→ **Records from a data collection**
= = = =
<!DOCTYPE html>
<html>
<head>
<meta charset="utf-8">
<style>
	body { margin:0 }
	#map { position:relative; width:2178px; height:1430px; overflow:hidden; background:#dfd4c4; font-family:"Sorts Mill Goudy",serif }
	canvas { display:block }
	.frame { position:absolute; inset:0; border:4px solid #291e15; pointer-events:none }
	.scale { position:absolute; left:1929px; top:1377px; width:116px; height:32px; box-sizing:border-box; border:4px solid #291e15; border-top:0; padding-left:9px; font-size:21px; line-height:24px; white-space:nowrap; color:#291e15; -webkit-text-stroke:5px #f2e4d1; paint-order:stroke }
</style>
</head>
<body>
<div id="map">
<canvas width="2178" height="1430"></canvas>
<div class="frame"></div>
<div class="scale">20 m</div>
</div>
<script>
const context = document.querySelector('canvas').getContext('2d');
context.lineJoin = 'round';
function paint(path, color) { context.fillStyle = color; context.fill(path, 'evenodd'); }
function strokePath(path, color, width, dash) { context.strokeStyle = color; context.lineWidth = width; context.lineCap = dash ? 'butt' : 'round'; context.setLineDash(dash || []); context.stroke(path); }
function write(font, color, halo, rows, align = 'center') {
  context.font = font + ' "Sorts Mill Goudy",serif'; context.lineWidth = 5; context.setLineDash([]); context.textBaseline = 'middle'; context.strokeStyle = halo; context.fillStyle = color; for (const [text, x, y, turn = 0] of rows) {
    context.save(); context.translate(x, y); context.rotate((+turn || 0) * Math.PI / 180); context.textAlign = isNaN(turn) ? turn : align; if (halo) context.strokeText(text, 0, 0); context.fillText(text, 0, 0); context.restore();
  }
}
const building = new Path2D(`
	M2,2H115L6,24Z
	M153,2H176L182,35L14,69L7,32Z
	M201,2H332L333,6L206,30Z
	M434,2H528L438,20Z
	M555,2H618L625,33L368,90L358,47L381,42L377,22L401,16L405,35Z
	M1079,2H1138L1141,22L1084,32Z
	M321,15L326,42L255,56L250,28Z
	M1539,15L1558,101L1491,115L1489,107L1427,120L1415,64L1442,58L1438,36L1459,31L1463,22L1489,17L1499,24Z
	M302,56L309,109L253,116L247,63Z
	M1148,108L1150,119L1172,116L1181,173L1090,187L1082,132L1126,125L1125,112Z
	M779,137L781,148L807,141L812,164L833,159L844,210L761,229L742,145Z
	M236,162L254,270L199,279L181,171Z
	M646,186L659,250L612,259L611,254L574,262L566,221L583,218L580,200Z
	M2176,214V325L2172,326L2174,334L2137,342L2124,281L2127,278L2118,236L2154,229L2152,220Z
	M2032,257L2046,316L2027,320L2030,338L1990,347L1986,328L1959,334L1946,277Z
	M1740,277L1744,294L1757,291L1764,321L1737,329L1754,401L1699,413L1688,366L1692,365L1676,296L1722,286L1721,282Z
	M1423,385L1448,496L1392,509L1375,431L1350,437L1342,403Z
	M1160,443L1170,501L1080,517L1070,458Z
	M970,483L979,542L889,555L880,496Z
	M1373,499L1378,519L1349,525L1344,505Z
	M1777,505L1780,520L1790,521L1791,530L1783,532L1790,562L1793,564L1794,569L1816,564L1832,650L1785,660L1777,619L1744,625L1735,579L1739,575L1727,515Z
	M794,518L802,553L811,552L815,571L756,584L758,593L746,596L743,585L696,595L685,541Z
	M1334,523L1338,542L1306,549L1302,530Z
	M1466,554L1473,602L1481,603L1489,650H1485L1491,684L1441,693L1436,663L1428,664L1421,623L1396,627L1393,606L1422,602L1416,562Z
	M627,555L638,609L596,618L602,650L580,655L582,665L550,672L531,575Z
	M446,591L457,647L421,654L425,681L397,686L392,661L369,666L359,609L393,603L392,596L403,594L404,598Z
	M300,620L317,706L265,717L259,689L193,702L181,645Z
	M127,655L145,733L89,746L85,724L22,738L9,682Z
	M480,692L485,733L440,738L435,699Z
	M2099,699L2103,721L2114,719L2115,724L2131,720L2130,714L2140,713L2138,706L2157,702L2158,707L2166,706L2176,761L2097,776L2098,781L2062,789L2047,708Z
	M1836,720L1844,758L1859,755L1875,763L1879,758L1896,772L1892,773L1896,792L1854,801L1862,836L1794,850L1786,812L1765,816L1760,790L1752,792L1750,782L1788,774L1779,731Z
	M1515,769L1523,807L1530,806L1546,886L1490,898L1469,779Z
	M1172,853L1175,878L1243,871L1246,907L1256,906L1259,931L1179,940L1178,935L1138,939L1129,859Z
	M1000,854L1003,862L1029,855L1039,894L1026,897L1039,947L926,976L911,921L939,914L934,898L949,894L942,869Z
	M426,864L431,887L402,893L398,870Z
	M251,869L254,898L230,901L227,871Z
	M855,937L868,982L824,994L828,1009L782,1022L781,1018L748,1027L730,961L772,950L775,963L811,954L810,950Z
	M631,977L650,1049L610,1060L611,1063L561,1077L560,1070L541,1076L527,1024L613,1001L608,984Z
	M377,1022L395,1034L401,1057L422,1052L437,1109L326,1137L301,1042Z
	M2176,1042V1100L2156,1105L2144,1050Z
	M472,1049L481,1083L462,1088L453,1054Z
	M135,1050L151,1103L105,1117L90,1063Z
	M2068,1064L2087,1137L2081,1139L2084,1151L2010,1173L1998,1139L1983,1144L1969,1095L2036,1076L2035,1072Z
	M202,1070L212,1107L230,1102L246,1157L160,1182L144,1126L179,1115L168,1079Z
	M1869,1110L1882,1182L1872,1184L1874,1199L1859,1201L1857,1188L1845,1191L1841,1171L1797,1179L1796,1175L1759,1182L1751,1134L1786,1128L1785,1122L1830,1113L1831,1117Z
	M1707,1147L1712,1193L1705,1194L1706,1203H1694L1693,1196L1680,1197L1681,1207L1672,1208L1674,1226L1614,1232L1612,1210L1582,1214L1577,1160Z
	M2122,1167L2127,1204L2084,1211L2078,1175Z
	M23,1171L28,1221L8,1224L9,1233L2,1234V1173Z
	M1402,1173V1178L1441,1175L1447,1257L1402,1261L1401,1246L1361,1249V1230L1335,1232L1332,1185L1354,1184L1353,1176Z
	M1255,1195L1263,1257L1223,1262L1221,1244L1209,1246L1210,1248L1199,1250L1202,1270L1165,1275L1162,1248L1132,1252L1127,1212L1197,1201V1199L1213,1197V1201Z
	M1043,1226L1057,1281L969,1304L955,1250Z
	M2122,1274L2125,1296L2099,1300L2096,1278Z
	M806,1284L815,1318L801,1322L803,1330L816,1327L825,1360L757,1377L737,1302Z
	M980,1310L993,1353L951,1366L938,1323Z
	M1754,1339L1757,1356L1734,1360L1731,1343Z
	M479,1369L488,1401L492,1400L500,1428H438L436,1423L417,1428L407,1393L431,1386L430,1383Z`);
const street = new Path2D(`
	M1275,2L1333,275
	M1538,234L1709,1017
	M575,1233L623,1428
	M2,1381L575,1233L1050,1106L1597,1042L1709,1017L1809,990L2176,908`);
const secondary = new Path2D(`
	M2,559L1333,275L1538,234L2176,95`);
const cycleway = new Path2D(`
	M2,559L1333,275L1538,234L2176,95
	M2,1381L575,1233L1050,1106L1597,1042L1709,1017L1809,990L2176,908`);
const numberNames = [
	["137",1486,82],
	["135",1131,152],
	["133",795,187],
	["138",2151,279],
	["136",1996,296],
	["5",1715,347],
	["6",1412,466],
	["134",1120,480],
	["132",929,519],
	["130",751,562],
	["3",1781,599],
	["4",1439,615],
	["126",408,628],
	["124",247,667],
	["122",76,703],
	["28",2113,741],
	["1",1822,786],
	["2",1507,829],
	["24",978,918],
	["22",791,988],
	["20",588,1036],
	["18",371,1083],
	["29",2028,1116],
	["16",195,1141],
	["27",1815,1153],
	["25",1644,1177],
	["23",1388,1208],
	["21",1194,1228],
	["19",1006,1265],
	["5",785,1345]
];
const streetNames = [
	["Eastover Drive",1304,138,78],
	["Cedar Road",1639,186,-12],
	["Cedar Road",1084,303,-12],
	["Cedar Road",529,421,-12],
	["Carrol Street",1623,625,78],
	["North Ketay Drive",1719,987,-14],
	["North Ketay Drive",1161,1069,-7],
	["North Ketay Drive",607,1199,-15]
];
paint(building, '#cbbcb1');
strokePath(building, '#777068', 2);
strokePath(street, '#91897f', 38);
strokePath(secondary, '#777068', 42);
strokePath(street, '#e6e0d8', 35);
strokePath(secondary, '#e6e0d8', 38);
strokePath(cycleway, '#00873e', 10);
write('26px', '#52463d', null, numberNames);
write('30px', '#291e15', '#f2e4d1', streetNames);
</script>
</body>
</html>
= = = =
→ **PROBLEM TO SOLVE**
Find the word "turn" in the entries and show each line where it is found.

→ **EXERCISE RESPONSE**
  context.font = font + ' "Sorts Mill Goudy",serif'; context.lineWidth = 5; context.setLineDash([]); context.textBaseline = 'middle'; context.strokeStyle = halo; context.fillStyle = color; for (const [text, x, y, turn = 0] of rows) {
    context.save(); context.translate(x, y); context.rotate((+turn || 0) * Math.PI / 180); context.textAlign = isNaN(turn) ? turn : align; if (halo) context.strokeText(text, 0, 0); context.fillText(text, 0, 0); context.restore();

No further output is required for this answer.